Return each record word for word, keeping none of its pictures.

____________________

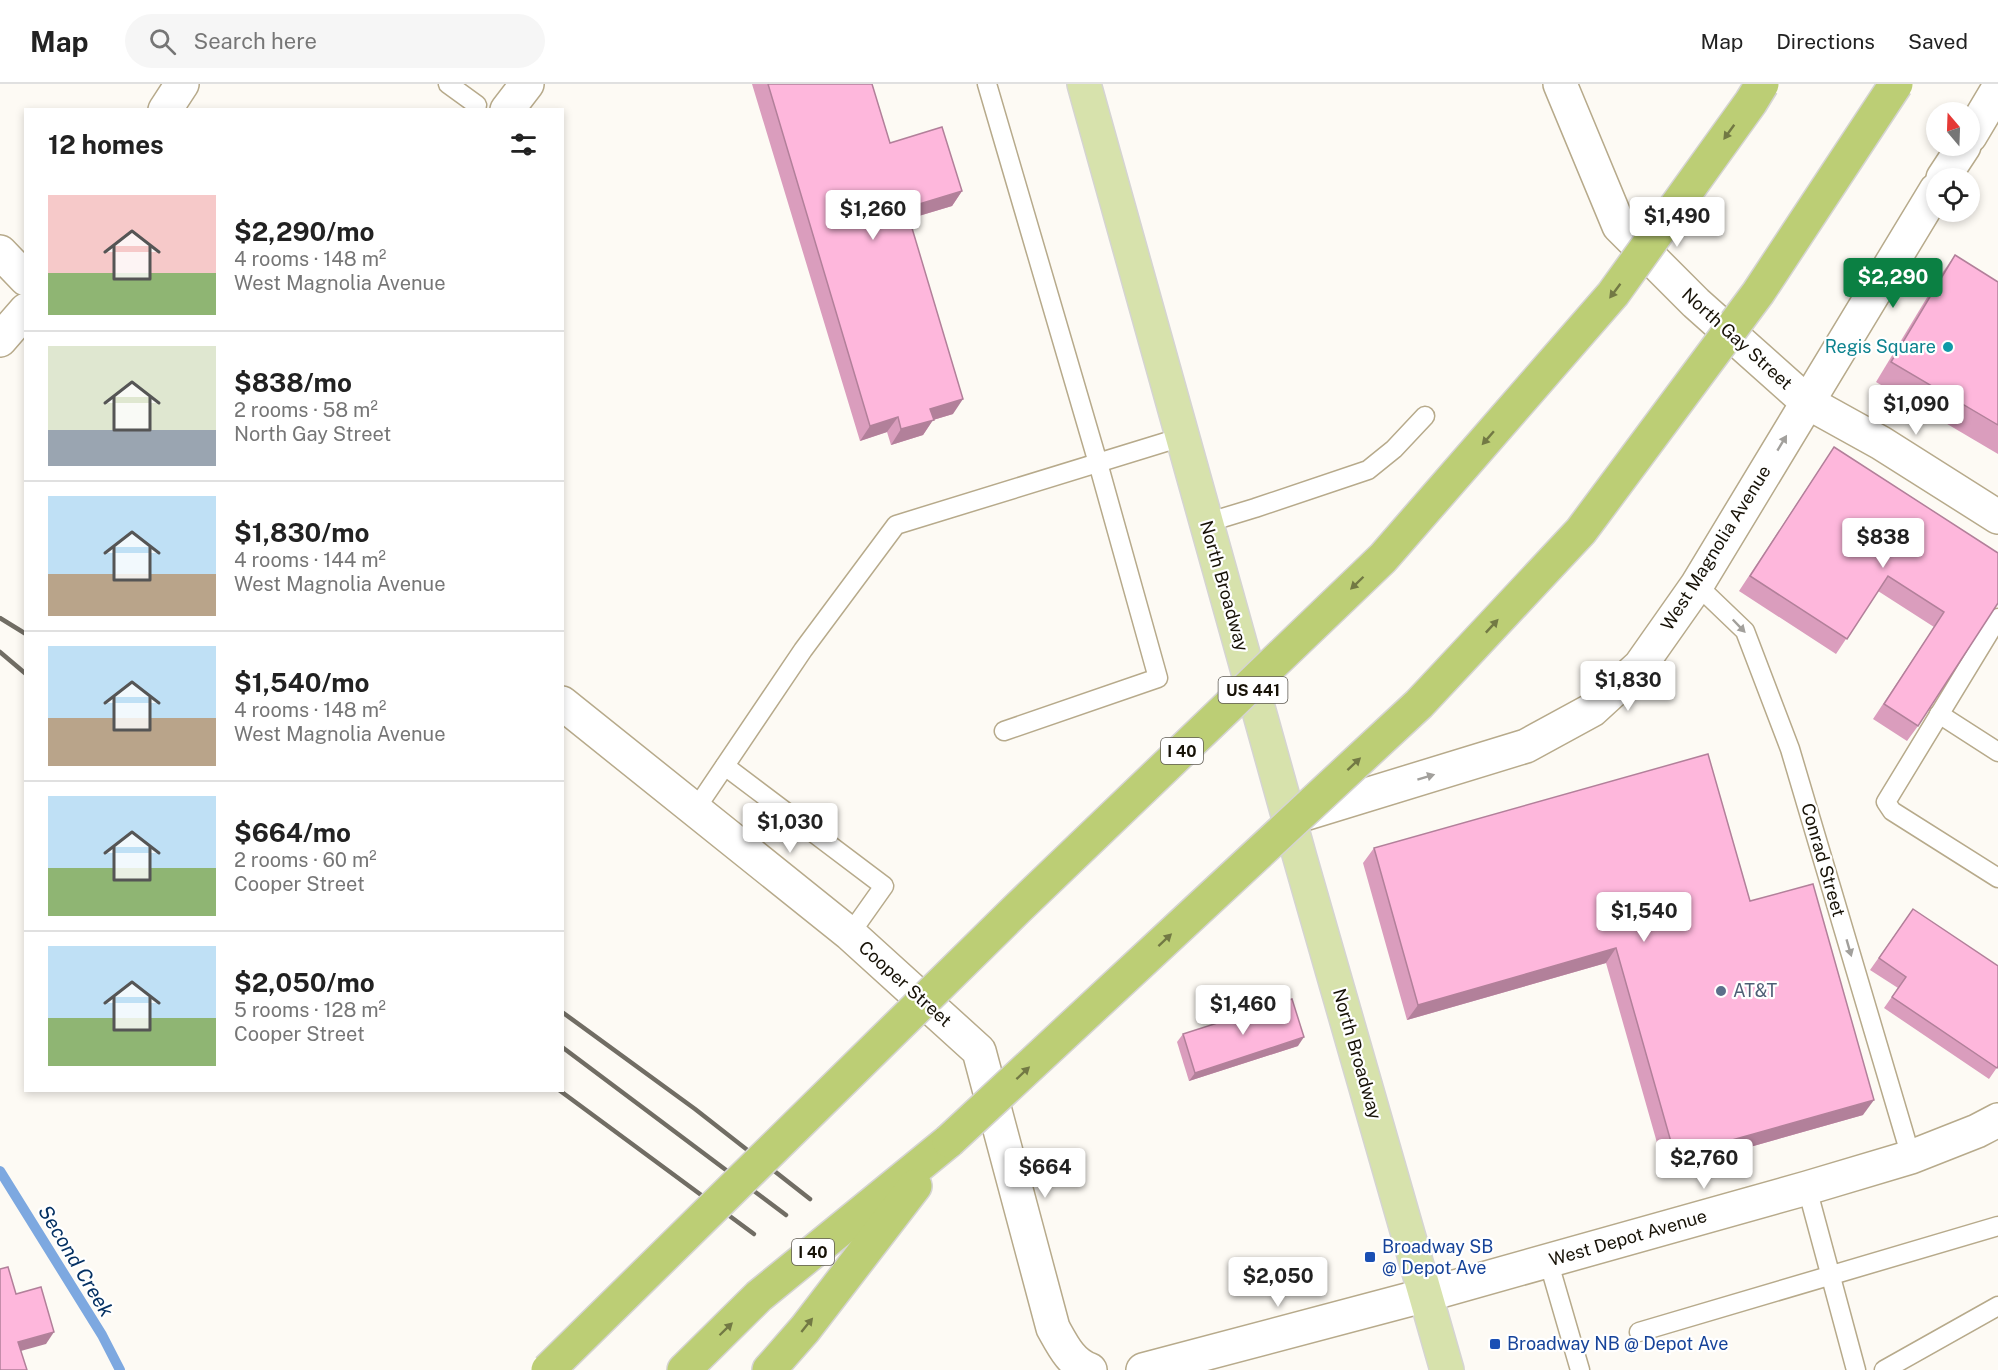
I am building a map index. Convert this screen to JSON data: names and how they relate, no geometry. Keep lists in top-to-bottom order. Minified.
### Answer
{"streets":{"highway":["I 40"],"main road":["North Broadway","US 441"],"street":["North Gay Street","West Magnolia Avenue","Cooper Street","West Depot Avenue"],"lane":["Conrad Street"]},"crossings":[["North Gay Street","West Magnolia Avenue"],["West Magnolia Avenue","North Broadway"],["West Magnolia Avenue","Conrad Street"],["North Broadway","US 441"],["North Broadway","West Depot Avenue"],["US 441","West Depot Avenue"],["Conrad Street","West Depot Avenue"]],"one_way":["West Magnolia Avenue","Conrad Street"],"water":["Second Creek"],"places":{"other":["Regis Square","AT&T"],"transit":["Broadway SB @ Depot Ave","Broadway NB @ Depot Ave"]},"north":"top","page":{"header":"Map","search":"Search here","nav":["Map","Directions","Saved"],"heading":"12 homes","list":[{"name":"$2,290/mo","note":"4 rooms · 148 m² · West Magnolia Avenue"},{"name":"$838/mo","note":"2 rooms · 58 m² · North Gay Street"},{"name":"$1,830/mo","note":"4 rooms · 144 m² · West Magnolia Avenue"},{"name":"$1,540/mo","note":"4 rooms · 148 m² · West Magnolia Avenue"},{"name":"$664/mo","note":"2 rooms · 60 m² · Cooper Street"},{"name":"$2,050/mo","note":"5 rooms · 128 m² · Cooper Street"}],"price":["$1,260","$1,490","$2,290","$1,090","$838","$1,830","$1,030","$1,540","$1,460","$2,760","$664","$2,050"]}}
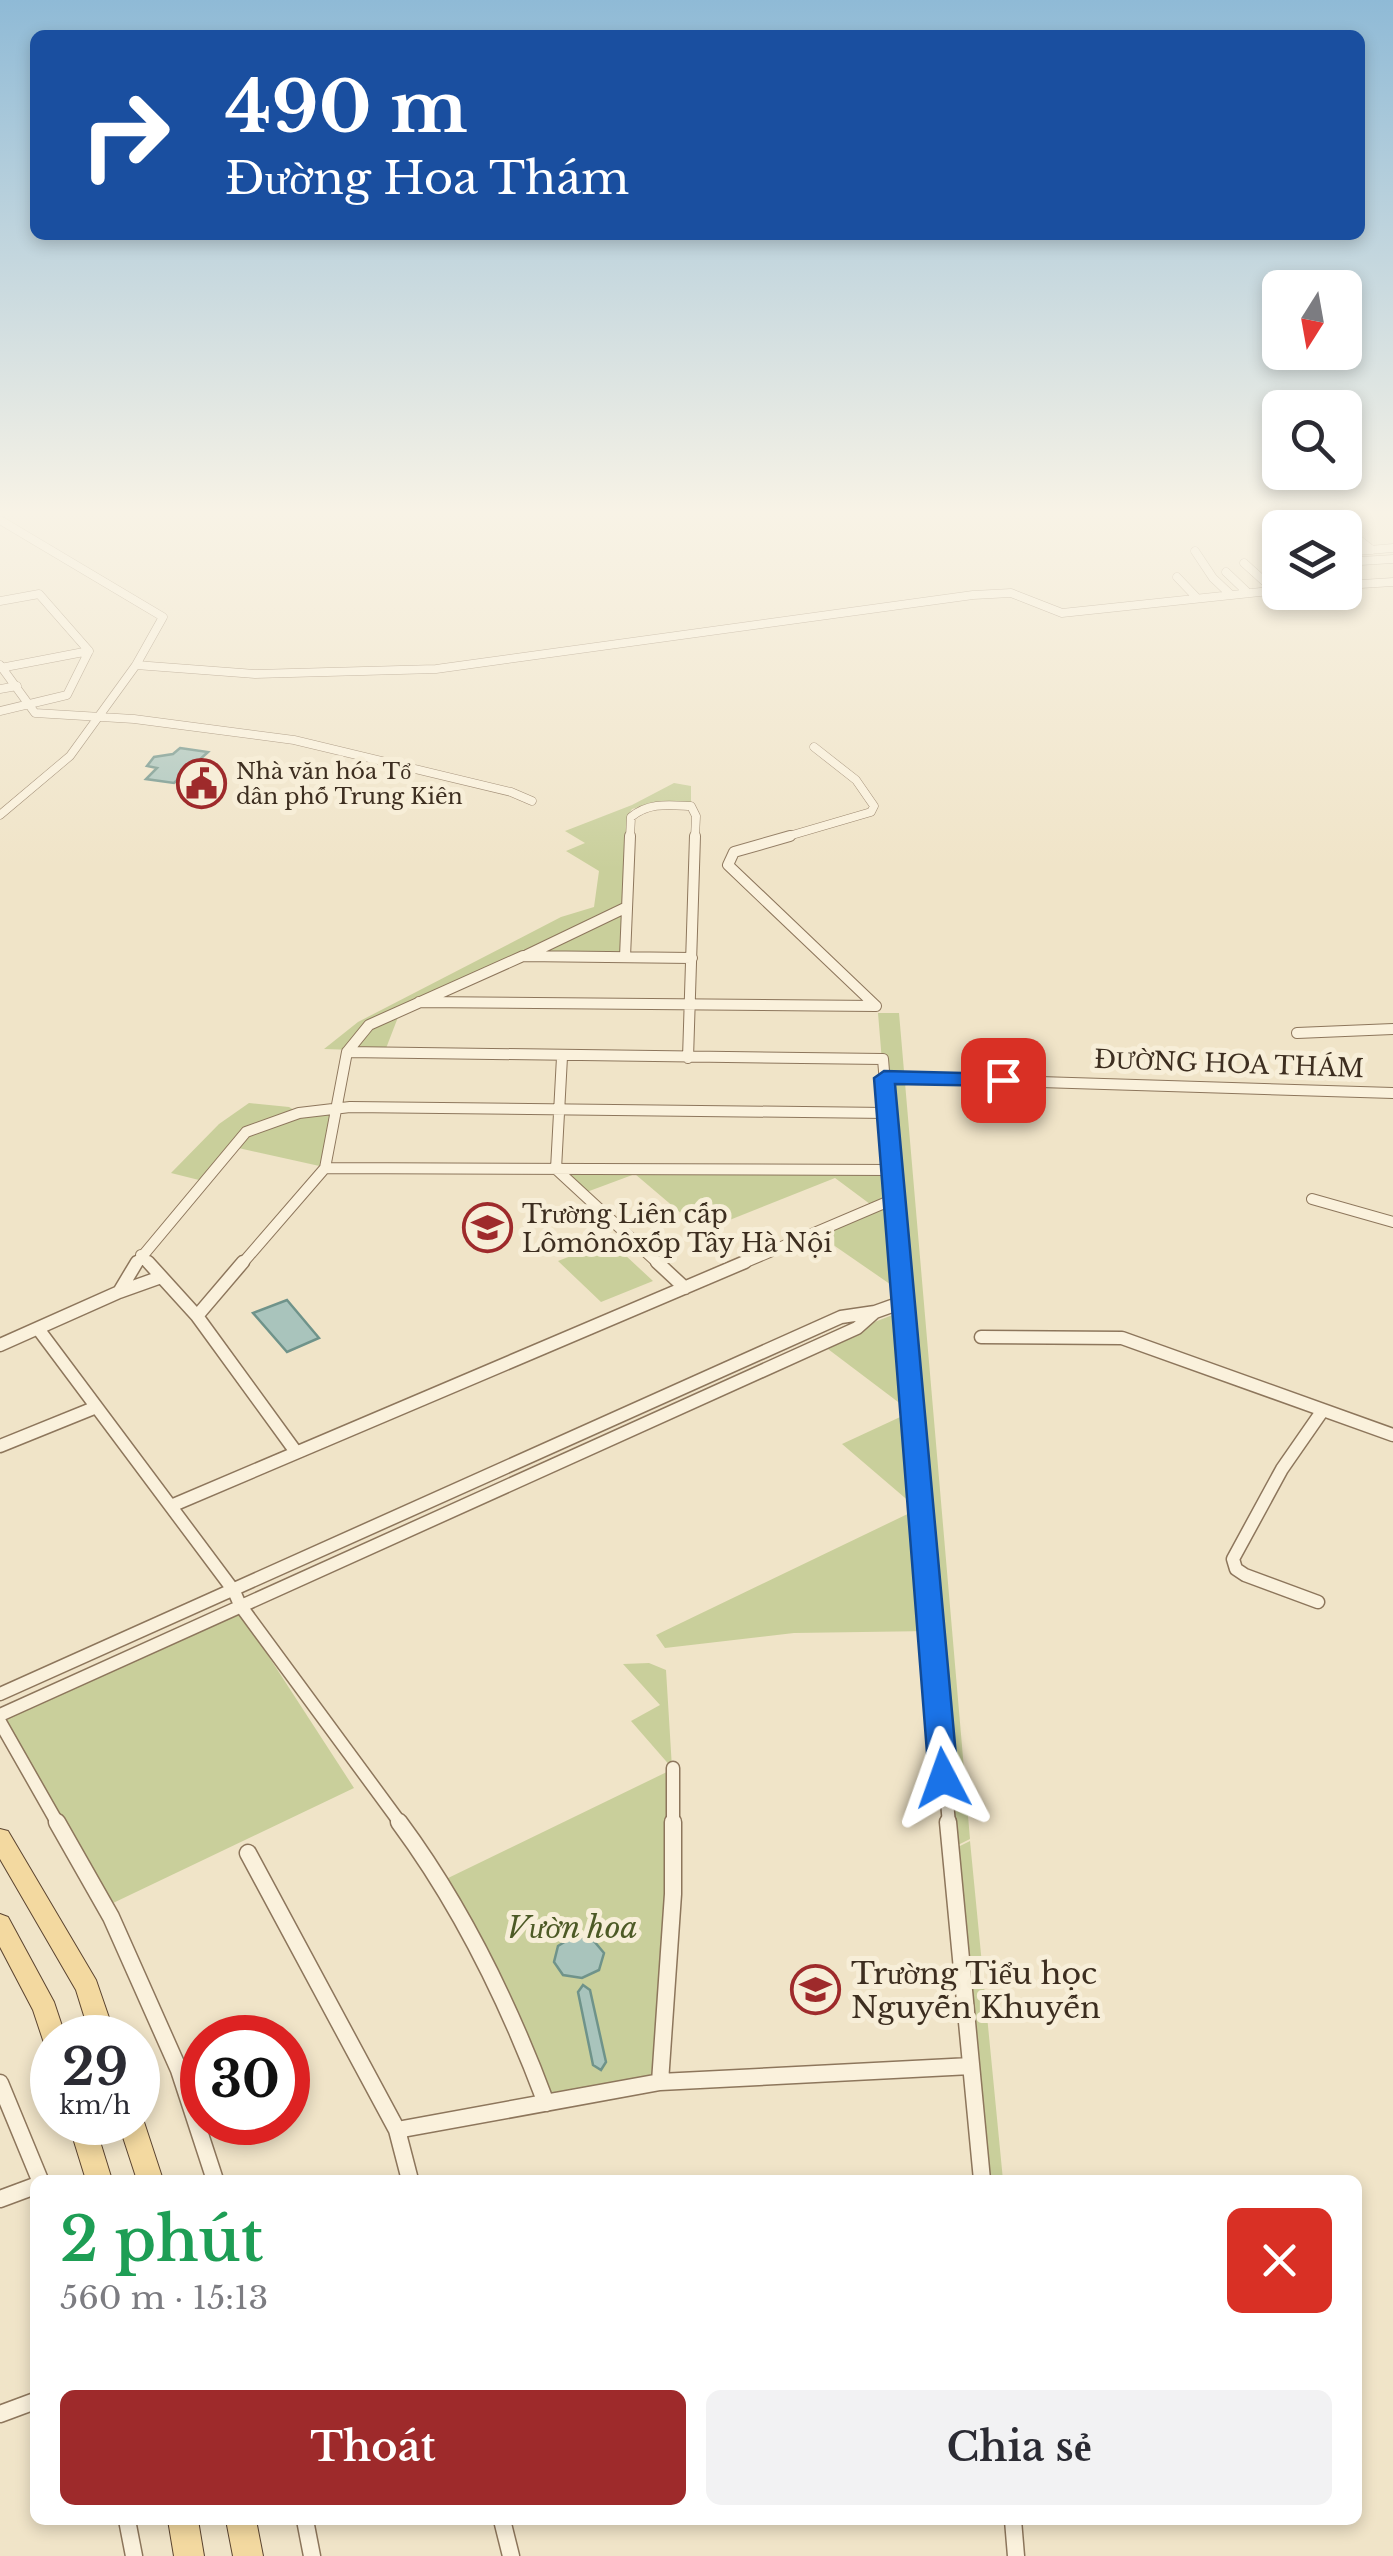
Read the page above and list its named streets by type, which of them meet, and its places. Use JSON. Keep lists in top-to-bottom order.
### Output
{
  "streets": {
    "street": ["ĐƯỜNG HOA THÁM"]
  },
  "parks": ["Vườn hoa"],
  "places": {
    "public building": ["Nhà văn hóa Tổ dân phố Trung Kiên"],
    "school or university": ["Trường Liên cấp Lômônôxốp Tây Hà Nội", "Trường Tiểu học Nguyễn Khuyến"]
  },
  "north": "bottom",
  "page": {
    "turn": ["490 m", "Đường Hoa Thám"],
    "speed": "29 km/h",
    "limit": "30",
    "heading": ["2 phút", "560 m · 15:13"],
    "buttons": ["Thoát", "Chia sẻ"]
  }
}
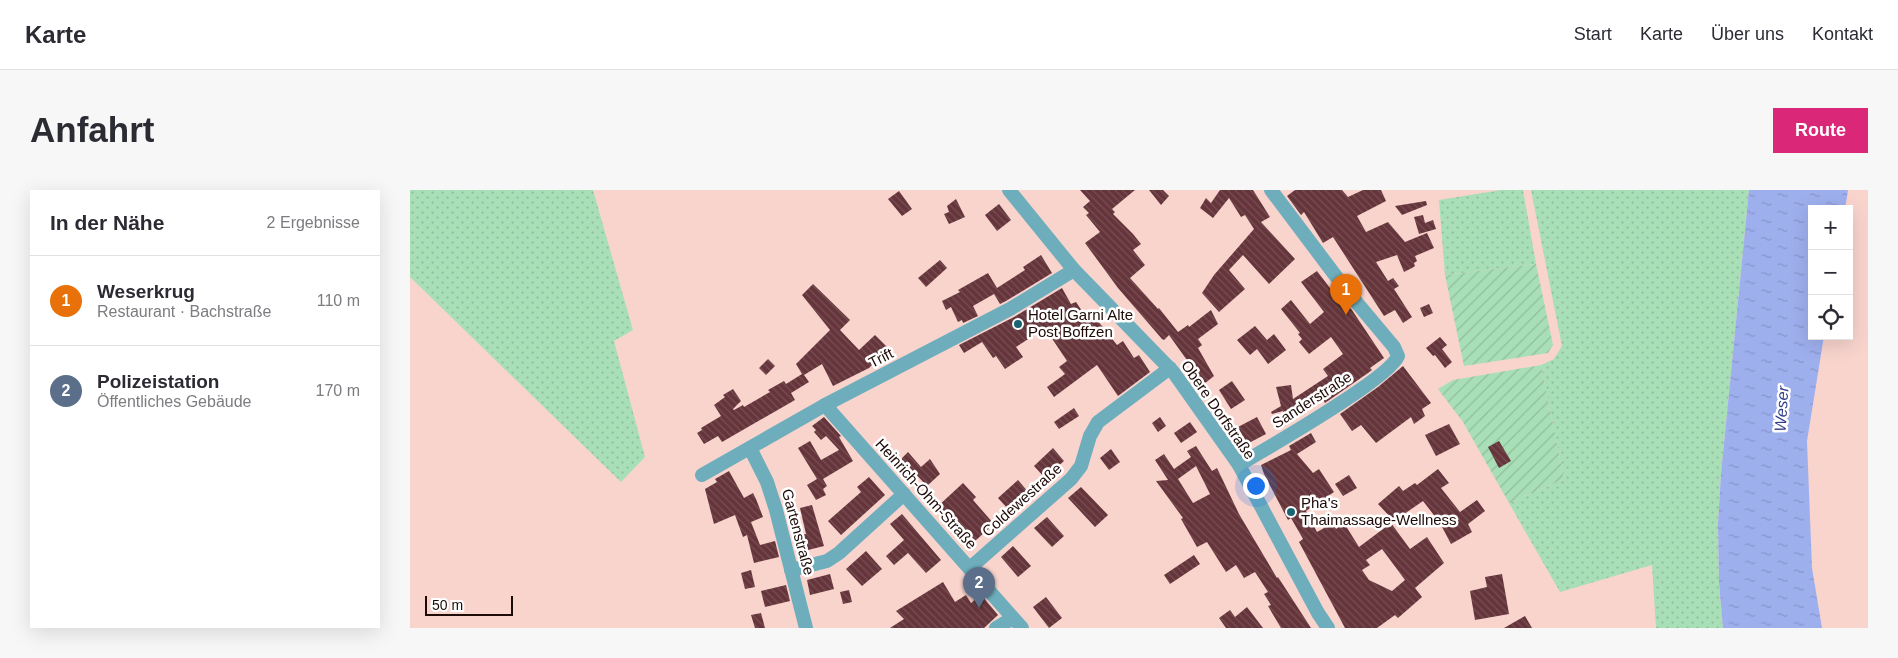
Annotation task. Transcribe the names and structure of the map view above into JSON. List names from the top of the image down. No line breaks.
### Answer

____________________

▸ **Result**
I am building a map index. Convert this screen to JSON data: names and how they relate, no geometry. Keep lists in top-to-bottom order. Minified.
### Answer
{"streets":{"highway":["I 40"],"main road":["North Broadway","US 441"],"street":["North Gay Street","West Magnolia Avenue","Cooper Street","West Depot Avenue"],"lane":["Conrad Street"]},"crossings":[["North Gay Street","West Magnolia Avenue"],["West Magnolia Avenue","North Broadway"],["West Magnolia Avenue","Conrad Street"],["North Broadway","US 441"],["North Broadway","West Depot Avenue"],["US 441","West Depot Avenue"],["Conrad Street","West Depot Avenue"]],"one_way":["West Magnolia Avenue","Conrad Street"],"water":["Second Creek"],"places":{"other":["Regis Square","AT&T"],"transit":["Broadway SB @ Depot Ave","Broadway NB @ Depot Ave"]},"north":"top","page":{"header":"Map","search":"Search here","nav":["Map","Directions","Saved"],"heading":"12 homes","list":[{"name":"$2,290/mo","note":"4 rooms · 148 m² · West Magnolia Avenue"},{"name":"$838/mo","note":"2 rooms · 58 m² · North Gay Street"},{"name":"$1,830/mo","note":"4 rooms · 144 m² · West Magnolia Avenue"},{"name":"$1,540/mo","note":"4 rooms · 148 m² · West Magnolia Avenue"},{"name":"$664/mo","note":"2 rooms · 60 m² · Cooper Street"},{"name":"$2,050/mo","note":"5 rooms · 128 m² · Cooper Street"}],"price":["$1,260","$1,490","$2,290","$1,090","$838","$1,830","$1,030","$1,540","$1,460","$2,760","$664","$2,050"]}}
Read the page above and list its named streets by type, which of them meet, and its places. Use JSON. Keep lists in top-to-bottom order.
### Output
{
  "streets": {
    "street": ["ĐƯỜNG HOA THÁM"]
  },
  "parks": ["Vườn hoa"],
  "places": {
    "public building": ["Nhà văn hóa Tổ dân phố Trung Kiên"],
    "school or university": ["Trường Liên cấp Lômônôxốp Tây Hà Nội", "Trường Tiểu học Nguyễn Khuyến"]
  },
  "north": "bottom",
  "page": {
    "turn": ["490 m", "Đường Hoa Thám"],
    "speed": "29 km/h",
    "limit": "30",
    "heading": ["2 phút", "560 m · 15:13"],
    "buttons": ["Thoát", "Chia sẻ"]
  }
}
Annotation task. Transcribe the names and structure of the map view above into JSON. List names from the top of the image down. No line breaks.
### Answer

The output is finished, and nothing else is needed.